-- Your task --
Work out how many lines of the listing hold the string "names". Answer with that number alone.

[Data records Boundary: Start]

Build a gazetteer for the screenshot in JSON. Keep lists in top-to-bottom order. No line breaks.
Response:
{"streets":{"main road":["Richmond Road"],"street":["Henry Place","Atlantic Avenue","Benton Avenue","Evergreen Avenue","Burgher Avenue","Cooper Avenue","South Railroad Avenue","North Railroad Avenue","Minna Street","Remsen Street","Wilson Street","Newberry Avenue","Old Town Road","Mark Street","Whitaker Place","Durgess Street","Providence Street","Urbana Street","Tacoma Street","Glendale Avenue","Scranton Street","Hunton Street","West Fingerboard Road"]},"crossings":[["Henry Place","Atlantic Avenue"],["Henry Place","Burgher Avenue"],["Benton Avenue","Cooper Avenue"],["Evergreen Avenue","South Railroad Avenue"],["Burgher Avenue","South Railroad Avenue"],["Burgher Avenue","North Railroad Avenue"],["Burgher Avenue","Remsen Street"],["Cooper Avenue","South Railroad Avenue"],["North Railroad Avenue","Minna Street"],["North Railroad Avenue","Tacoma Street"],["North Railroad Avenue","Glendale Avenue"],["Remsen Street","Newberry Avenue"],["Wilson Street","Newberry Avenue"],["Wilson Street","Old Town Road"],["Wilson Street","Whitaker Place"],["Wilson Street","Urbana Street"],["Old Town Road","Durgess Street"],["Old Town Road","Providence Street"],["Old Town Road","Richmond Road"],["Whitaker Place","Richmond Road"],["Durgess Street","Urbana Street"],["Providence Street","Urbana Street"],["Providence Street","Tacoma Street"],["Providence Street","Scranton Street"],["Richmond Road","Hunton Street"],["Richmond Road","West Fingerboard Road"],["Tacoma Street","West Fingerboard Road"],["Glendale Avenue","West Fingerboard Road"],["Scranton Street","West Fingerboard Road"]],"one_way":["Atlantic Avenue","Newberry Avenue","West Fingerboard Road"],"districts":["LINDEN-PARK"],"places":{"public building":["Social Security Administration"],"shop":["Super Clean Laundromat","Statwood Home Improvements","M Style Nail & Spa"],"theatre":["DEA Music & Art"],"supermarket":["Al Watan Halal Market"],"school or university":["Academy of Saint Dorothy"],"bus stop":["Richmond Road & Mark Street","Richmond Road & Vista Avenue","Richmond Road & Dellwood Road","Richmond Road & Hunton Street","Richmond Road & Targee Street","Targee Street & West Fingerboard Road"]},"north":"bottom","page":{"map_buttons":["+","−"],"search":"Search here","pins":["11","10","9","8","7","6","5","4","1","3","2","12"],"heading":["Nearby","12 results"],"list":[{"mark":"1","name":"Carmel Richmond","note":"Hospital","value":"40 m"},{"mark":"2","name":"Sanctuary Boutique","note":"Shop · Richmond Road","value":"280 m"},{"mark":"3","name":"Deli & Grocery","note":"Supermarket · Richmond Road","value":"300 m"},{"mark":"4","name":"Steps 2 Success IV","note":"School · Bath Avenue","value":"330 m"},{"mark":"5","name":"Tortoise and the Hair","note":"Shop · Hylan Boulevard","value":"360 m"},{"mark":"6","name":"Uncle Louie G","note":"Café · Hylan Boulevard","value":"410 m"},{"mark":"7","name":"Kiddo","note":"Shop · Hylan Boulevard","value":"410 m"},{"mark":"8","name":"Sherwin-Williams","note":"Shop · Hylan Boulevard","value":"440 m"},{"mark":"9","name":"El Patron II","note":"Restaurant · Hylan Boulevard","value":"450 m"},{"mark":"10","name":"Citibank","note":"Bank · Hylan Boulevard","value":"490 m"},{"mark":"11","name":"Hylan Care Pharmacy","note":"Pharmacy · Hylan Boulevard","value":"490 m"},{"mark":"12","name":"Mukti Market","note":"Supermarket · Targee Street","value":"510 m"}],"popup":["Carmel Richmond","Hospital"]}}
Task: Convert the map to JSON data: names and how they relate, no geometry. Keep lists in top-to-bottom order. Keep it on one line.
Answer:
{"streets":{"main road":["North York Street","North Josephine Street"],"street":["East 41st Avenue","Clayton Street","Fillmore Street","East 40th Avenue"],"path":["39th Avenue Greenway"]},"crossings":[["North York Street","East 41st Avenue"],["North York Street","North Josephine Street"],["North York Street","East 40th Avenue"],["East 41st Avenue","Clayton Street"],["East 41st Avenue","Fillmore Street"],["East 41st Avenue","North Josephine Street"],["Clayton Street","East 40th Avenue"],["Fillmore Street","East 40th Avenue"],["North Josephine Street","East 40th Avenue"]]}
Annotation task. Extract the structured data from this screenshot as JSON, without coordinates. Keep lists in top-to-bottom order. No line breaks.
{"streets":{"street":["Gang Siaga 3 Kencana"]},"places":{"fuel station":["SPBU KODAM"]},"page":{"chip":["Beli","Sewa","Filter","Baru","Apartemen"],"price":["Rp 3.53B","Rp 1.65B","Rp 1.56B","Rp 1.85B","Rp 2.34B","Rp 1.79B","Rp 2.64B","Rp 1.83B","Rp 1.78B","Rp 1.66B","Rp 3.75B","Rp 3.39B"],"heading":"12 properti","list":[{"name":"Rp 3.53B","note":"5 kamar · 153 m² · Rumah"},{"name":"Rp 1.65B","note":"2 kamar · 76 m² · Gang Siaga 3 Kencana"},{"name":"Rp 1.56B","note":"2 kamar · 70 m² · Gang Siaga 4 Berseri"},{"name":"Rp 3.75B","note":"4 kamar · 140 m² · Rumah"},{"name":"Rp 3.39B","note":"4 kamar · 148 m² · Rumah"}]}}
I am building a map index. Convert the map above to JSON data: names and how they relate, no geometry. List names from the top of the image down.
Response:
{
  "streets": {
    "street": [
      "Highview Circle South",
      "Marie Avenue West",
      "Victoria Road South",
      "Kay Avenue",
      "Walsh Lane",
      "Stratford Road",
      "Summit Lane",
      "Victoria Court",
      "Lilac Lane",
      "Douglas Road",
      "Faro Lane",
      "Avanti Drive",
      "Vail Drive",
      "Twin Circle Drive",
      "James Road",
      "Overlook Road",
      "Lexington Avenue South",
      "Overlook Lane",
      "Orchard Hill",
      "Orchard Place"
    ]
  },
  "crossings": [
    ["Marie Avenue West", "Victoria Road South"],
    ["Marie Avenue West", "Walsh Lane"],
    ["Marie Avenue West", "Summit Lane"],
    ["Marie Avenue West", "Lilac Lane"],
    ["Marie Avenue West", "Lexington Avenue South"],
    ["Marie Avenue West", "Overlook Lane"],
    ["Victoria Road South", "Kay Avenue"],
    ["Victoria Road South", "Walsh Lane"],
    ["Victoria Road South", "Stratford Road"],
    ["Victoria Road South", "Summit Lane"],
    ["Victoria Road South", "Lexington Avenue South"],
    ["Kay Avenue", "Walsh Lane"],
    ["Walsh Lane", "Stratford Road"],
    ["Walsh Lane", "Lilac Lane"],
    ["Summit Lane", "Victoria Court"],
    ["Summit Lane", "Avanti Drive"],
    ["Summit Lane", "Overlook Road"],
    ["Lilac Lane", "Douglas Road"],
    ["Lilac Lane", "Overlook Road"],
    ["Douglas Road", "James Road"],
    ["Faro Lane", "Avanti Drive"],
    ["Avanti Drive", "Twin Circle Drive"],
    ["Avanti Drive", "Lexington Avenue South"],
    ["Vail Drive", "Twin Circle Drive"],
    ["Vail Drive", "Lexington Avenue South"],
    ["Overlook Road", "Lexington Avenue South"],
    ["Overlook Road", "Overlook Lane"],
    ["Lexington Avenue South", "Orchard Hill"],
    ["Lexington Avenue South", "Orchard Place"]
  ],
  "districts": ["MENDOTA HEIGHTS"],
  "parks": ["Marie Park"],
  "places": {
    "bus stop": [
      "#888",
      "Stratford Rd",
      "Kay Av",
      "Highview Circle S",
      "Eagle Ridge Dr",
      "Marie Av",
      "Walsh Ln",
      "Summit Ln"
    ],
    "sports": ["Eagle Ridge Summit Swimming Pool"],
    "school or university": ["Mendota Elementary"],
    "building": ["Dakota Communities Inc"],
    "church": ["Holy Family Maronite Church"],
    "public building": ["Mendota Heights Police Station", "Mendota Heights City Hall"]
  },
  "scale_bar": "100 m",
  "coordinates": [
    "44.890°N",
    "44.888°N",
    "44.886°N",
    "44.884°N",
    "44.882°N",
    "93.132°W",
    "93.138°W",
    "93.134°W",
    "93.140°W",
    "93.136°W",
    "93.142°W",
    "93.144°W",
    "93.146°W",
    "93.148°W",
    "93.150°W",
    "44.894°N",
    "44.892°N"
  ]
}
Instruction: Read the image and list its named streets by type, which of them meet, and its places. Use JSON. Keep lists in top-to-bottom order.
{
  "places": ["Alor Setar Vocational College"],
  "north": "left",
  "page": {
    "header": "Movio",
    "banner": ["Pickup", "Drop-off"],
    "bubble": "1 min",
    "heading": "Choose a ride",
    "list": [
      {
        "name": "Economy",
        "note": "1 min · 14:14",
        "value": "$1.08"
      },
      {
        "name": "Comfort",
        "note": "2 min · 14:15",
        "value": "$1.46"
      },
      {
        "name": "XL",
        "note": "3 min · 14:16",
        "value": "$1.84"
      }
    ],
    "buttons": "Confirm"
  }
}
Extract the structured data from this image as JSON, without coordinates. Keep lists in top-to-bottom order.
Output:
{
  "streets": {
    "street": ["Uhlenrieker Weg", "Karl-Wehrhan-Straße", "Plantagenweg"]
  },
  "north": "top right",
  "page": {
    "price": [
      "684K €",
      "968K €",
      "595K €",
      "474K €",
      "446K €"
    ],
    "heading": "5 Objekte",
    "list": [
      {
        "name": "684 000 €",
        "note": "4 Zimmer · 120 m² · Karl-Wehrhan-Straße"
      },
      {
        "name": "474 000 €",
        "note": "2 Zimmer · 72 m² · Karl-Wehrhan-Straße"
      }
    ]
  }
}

[Data records Boundary: End]

-- Result for this task --
2